- [Records for this task]:
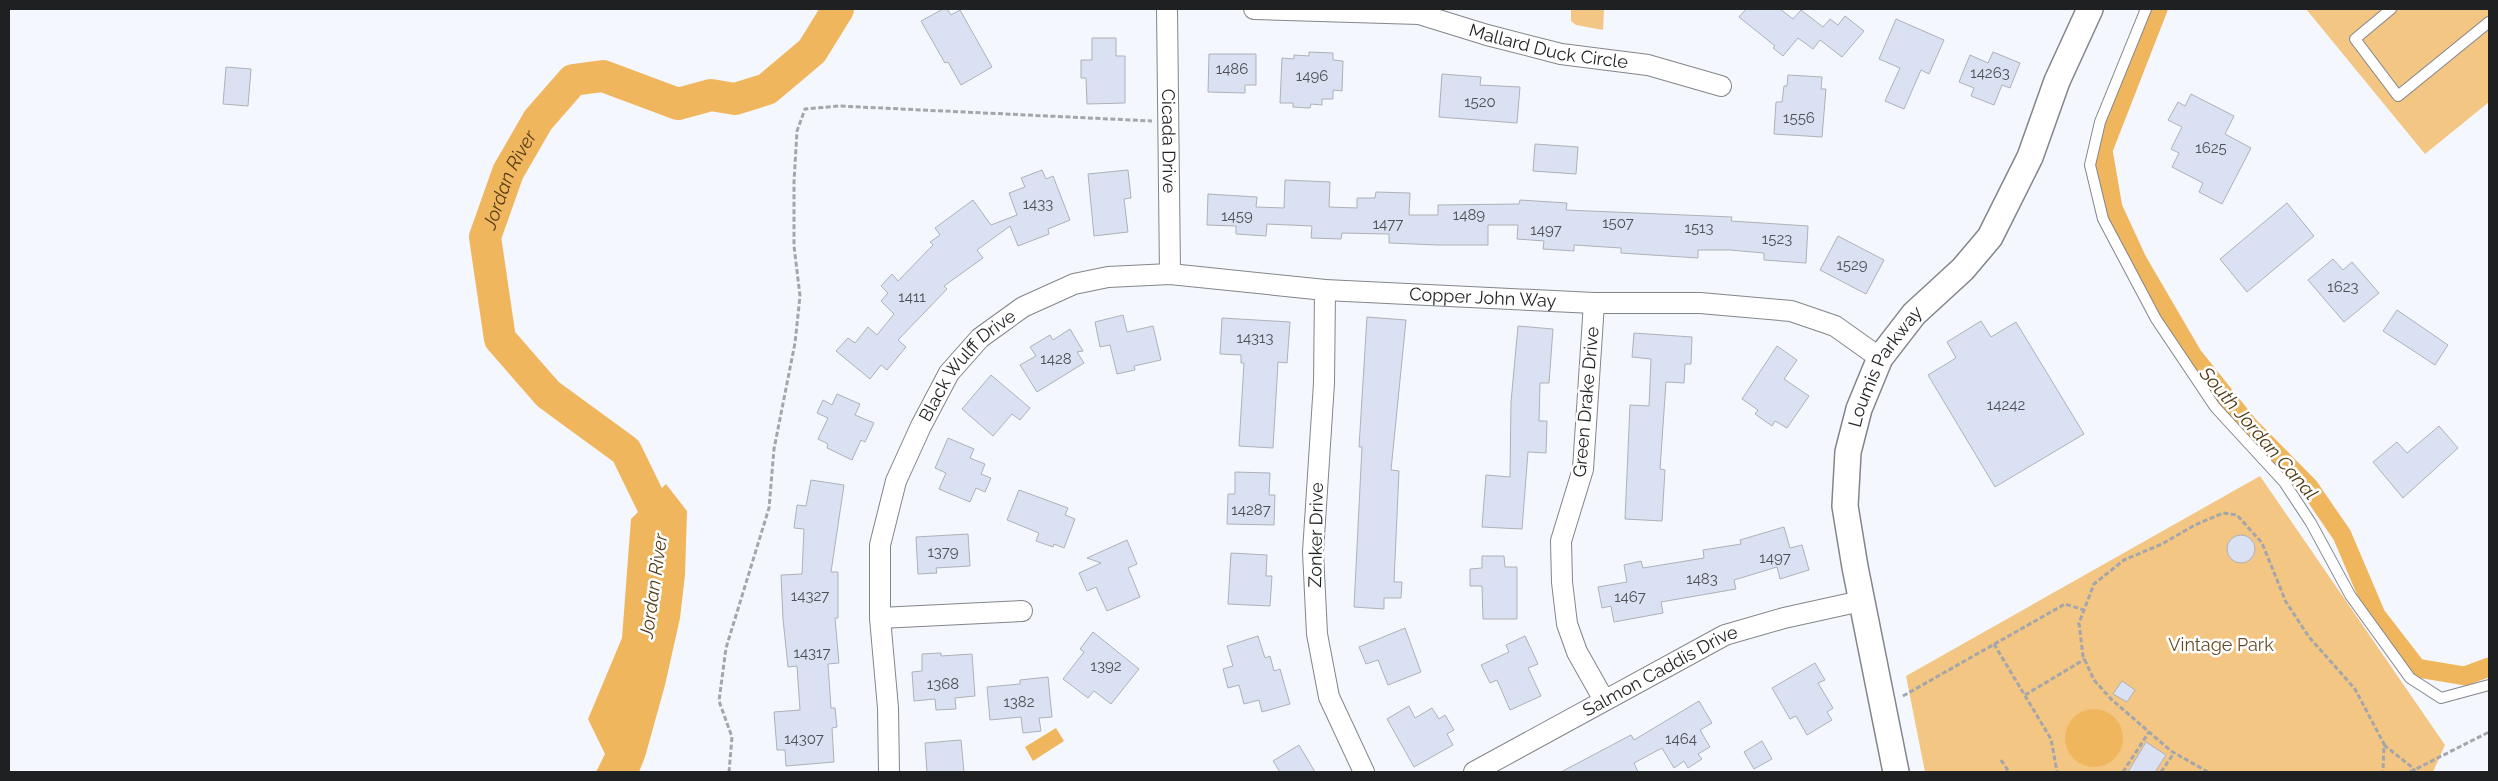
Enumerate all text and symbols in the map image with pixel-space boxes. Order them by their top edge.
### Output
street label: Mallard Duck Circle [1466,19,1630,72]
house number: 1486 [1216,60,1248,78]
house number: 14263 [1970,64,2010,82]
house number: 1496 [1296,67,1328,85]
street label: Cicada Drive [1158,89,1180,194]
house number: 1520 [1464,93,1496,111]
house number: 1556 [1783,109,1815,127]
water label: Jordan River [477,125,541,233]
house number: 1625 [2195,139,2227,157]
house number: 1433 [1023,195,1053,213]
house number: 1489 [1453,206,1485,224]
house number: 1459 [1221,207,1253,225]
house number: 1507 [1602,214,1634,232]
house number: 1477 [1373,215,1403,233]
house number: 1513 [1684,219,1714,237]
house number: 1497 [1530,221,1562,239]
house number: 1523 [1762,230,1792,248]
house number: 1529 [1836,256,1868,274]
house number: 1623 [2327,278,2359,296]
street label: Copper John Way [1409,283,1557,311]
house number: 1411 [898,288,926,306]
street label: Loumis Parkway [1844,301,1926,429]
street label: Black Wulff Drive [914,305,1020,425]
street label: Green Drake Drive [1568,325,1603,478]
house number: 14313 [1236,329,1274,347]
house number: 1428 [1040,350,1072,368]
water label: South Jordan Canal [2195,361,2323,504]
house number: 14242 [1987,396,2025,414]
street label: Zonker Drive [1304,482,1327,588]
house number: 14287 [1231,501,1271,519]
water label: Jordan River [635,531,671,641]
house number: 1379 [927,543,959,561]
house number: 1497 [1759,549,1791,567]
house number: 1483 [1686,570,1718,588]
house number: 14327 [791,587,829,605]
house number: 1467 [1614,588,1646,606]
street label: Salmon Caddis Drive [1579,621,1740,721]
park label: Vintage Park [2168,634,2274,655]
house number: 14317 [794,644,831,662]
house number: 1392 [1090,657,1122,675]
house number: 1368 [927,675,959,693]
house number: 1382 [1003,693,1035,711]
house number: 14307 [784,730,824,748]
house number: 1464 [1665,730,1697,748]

- [Task prompt]: Each line above is to be copied verbatim. Drop any image from the copy.

- [Your solution]:
Enumerate all text and symbols in the map image with pixel-space boxes. Order them by their top edge.
### Output
street label: Mallard Duck Circle [1466,19,1630,72]
house number: 1486 [1216,60,1248,78]
house number: 14263 [1970,64,2010,82]
house number: 1496 [1296,67,1328,85]
street label: Cicada Drive [1158,89,1180,194]
house number: 1520 [1464,93,1496,111]
house number: 1556 [1783,109,1815,127]
water label: Jordan River [477,125,541,233]
house number: 1625 [2195,139,2227,157]
house number: 1433 [1023,195,1053,213]
house number: 1489 [1453,206,1485,224]
house number: 1459 [1221,207,1253,225]
house number: 1507 [1602,214,1634,232]
house number: 1477 [1373,215,1403,233]
house number: 1513 [1684,219,1714,237]
house number: 1497 [1530,221,1562,239]
house number: 1523 [1762,230,1792,248]
house number: 1529 [1836,256,1868,274]
house number: 1623 [2327,278,2359,296]
street label: Copper John Way [1409,283,1557,311]
house number: 1411 [898,288,926,306]
street label: Loumis Parkway [1844,301,1926,429]
street label: Black Wulff Drive [914,305,1020,425]
street label: Green Drake Drive [1568,325,1603,478]
house number: 14313 [1236,329,1274,347]
house number: 1428 [1040,350,1072,368]
water label: South Jordan Canal [2195,361,2323,504]
house number: 14242 [1987,396,2025,414]
street label: Zonker Drive [1304,482,1327,588]
house number: 14287 [1231,501,1271,519]
water label: Jordan River [635,531,671,641]
house number: 1379 [927,543,959,561]
house number: 1497 [1759,549,1791,567]
house number: 1483 [1686,570,1718,588]
house number: 14327 [791,587,829,605]
house number: 1467 [1614,588,1646,606]
street label: Salmon Caddis Drive [1579,621,1740,721]
park label: Vintage Park [2168,634,2274,655]
house number: 14317 [794,644,831,662]
house number: 1392 [1090,657,1122,675]
house number: 1368 [927,675,959,693]
house number: 1382 [1003,693,1035,711]
house number: 14307 [784,730,824,748]
house number: 1464 [1665,730,1697,748]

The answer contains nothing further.